The transport issue is about giving a greater number of people more access to a wider number of jobs. It’s no good putting in all of the infrastructure if the price of the tickets means people cannot afford to use the buses and trains. Hence why I don’t have a problem with the principle of subsidising public transport use. If it means services are more viable (i.e. they can be put on in the first place) and are more affordable (in that more people can use them), more people can go to work or get out and about in general – which is good for the community. The onus on organisations putting on events in this social media world is to have links to public transport information.

One of the ways Cambridge dealt with the shortage of taxi drivers from several years ago was to invite taxi drivers from Peterborough to serve Cambridge and the surrounding area. During my childhood and teens, the taxi drivers were predominantly White middle-aged males. (One of them was my late driving instructor who pretty much taught half the city to drive in the latter part of the 20th Century!) Today, the backgrounds of taxi drivers are much more diverse – also reflecting the increased diversity of Cambridge too.

“But Pooffles, won’t someone think of Cambridge’s posh people???”

“Hey! Those are MY Cambridge posh people! You leave them A-LONE!” 

…as I wrote a few blogposts back. The point I wanted to finish on is that Cambridge as a city needs to become both much more outward-looking to the rest of the UK, and much more inclusive in welcoming and bringing in people who live in the city and in the surrounding areas. It’s making progress, but there is still a long way to go. And it’s not just the university.

One of the things I’ve concluded is that Cambridge’s civic infrastructure needs a huge boost to meet the challenges that are being put on it. The burden of outreach as far as local government and local politics is concerned is resting on the shoulders of too few people. The voluntary and community services infrastructure is one built for a market town, not one for a city with the presence of brand that Cambridge has – as I blogged about here last autumn.

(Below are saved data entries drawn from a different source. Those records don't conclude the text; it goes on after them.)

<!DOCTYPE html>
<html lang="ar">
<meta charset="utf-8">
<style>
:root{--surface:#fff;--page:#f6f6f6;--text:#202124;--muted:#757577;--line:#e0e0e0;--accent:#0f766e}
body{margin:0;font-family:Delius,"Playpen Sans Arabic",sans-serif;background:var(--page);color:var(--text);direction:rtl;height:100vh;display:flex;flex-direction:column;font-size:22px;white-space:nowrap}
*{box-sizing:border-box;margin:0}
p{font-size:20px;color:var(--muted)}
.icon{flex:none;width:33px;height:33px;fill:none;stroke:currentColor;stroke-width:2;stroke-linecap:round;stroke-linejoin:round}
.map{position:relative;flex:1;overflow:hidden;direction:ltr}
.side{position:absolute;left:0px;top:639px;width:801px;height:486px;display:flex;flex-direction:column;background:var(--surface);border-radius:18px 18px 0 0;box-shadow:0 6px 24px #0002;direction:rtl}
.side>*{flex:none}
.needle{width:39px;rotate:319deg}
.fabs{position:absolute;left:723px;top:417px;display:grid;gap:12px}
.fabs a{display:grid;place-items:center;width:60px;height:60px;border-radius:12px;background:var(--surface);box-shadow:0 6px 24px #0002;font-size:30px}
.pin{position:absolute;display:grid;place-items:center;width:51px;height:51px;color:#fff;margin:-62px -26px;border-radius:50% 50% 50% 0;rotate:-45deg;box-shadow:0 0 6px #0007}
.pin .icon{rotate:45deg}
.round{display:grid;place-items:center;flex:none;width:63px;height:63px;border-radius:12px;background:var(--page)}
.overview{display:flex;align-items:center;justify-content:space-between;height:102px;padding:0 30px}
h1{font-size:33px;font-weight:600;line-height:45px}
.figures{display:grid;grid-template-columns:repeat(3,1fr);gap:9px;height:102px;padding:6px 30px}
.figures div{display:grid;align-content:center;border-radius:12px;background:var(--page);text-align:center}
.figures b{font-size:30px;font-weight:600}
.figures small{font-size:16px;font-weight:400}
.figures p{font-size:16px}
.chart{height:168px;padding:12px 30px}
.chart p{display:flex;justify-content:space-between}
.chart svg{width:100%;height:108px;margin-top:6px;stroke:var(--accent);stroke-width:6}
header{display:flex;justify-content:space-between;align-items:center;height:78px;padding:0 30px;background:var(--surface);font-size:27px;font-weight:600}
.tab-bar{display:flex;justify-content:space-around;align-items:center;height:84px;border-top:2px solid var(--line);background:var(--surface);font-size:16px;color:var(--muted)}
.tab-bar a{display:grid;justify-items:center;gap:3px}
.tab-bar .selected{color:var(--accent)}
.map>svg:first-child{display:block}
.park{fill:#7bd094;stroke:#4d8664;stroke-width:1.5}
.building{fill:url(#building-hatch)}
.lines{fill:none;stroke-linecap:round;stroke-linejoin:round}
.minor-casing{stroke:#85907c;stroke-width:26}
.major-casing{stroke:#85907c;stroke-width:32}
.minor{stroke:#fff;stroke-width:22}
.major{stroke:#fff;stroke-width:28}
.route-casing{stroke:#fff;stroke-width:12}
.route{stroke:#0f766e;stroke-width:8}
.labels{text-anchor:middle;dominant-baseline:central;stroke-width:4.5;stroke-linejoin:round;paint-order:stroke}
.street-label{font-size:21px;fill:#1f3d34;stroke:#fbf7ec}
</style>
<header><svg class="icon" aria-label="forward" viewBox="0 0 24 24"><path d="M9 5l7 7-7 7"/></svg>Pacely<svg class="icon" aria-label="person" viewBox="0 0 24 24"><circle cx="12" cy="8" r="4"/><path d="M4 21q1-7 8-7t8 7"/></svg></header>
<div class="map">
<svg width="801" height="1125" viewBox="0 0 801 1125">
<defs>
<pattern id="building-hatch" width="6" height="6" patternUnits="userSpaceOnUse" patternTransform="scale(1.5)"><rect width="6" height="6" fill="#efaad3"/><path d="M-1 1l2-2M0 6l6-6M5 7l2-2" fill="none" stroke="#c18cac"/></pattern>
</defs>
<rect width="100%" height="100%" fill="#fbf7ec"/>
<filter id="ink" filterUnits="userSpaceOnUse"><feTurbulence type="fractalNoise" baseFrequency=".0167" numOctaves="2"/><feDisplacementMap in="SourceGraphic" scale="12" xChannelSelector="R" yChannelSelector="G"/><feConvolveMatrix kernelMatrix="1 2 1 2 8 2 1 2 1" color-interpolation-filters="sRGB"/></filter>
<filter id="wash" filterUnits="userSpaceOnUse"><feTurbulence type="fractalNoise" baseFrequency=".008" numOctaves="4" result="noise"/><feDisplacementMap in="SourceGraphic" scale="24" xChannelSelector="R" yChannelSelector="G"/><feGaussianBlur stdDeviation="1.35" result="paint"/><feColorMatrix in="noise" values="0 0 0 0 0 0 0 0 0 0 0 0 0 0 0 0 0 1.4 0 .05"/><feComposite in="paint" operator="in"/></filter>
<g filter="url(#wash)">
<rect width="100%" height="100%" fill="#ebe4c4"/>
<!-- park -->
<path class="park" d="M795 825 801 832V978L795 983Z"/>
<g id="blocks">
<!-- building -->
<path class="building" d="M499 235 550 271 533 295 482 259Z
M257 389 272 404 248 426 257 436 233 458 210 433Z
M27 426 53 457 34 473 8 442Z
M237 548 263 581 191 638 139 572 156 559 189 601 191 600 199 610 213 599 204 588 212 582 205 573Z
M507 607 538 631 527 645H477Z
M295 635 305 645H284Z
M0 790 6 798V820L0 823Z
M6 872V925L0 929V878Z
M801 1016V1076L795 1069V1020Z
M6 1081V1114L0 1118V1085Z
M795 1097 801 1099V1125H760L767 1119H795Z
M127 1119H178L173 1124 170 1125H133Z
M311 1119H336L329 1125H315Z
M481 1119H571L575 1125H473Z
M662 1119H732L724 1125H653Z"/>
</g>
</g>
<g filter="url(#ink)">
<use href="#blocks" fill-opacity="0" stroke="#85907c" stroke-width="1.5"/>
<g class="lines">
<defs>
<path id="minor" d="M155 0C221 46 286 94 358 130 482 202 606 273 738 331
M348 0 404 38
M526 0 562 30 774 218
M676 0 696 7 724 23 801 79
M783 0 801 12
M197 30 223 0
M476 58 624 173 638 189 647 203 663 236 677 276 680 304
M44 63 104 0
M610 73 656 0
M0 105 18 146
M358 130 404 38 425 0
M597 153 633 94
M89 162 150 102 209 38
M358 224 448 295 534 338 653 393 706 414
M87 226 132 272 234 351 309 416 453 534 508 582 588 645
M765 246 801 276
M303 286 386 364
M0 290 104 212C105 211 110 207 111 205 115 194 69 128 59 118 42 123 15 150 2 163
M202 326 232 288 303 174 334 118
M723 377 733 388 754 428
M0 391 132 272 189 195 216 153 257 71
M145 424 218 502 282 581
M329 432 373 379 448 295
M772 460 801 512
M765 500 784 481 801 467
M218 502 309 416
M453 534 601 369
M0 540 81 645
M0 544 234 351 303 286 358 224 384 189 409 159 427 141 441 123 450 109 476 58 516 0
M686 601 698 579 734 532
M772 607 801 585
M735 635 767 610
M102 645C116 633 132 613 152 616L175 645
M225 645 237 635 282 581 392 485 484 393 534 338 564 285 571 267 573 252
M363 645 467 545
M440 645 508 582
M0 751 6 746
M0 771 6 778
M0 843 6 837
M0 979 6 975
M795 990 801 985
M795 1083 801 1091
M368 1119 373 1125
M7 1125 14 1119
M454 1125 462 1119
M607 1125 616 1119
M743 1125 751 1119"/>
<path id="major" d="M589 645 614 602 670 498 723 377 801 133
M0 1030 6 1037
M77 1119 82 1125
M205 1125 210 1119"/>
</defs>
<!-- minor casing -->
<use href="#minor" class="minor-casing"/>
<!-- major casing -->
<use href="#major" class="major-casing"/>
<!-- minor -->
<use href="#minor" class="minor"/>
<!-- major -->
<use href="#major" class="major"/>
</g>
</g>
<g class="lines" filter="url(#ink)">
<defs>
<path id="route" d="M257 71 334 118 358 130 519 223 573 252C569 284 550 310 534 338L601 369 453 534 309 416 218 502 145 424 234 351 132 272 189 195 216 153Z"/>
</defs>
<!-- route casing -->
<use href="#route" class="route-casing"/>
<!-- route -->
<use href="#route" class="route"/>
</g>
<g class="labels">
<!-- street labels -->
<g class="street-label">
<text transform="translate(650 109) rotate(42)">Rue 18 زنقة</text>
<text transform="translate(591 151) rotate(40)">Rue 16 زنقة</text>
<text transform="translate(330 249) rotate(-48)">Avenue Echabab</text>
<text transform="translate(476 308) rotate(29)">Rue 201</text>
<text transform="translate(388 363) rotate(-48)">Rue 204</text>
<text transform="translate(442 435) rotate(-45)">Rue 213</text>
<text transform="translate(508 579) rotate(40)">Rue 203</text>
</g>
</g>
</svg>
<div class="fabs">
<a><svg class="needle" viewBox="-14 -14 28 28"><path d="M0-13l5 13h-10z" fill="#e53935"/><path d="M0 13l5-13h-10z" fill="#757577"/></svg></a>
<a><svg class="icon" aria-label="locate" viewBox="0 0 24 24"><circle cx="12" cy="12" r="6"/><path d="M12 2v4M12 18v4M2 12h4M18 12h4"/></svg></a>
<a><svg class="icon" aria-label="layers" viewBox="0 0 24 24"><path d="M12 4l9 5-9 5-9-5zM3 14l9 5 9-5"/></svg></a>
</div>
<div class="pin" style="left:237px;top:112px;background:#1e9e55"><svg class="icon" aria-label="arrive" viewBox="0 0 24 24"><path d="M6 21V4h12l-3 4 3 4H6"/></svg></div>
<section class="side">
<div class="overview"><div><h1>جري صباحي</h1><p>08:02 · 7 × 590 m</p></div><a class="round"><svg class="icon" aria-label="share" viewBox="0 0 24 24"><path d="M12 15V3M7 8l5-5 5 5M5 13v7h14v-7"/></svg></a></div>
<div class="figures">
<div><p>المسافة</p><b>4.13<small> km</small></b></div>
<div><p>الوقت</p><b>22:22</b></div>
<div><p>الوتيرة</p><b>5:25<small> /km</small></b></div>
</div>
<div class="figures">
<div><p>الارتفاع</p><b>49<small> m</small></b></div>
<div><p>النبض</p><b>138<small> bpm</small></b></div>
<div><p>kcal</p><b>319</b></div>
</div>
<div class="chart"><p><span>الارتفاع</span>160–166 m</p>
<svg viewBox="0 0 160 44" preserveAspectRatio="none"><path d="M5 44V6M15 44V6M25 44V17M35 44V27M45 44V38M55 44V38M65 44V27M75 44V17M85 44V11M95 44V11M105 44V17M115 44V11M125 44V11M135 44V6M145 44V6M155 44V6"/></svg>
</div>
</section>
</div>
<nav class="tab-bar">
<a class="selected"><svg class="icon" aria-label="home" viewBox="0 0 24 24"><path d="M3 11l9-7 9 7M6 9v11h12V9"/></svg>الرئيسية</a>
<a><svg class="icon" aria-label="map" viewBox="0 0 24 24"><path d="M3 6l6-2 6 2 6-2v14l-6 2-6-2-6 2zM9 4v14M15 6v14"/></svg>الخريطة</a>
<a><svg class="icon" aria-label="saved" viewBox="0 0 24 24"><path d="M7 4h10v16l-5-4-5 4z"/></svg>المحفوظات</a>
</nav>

My home. Our home. Your home.

  • I don’t want my home town to be crushed by massive international financial interests.
  • I don’t want my home town to become a bubble where it is a city full of executives who send their children to private schools.
  • I don’t want to see the wider city housing stock being bought up by buy-to-let landlords who then rent them out to the growing number of private language schools and colleges.
  • I don’t want my home town to be somewhere where people who live in social housing are somehow marginalised or not welcome in the life of the wider city.
  • I don’t want my home town to become somewhere where the people essential to the functioning of the city are priced out of it and have to commute in from far distances on poorly-maintained and underfunded public transport systems.
  • I don’t want anymore gated communities.
  • I don’t want anymore high-rise faceless bland blocks that could be built anywhere else, advertised as being very exclusive rather than inclusive. 

Instead…

  • I want my home town to be welcoming to people who have got something positive to contribute to it.
  • I want my home town to become greater than the sum of its parts.
  • I want my home town to realise its full potential.
  • I want my hometown to be somewhere where there is no more ‘town vs gown’, but where movement between the two can be seamless.
  • I want my hometown to see greater interaction between the young people that live here and the young language students, college students and university students that come from outside to study here.
  • I want the events put on in my home town to reach out to people beyond their normal audiences. 

I want…

I want…

I want…

But.

NOT at the expense of my brother and sister fellow citizens who live in the north. I want the benefits of Cambridge to be shared with them, not squirrelled away from them at their expense.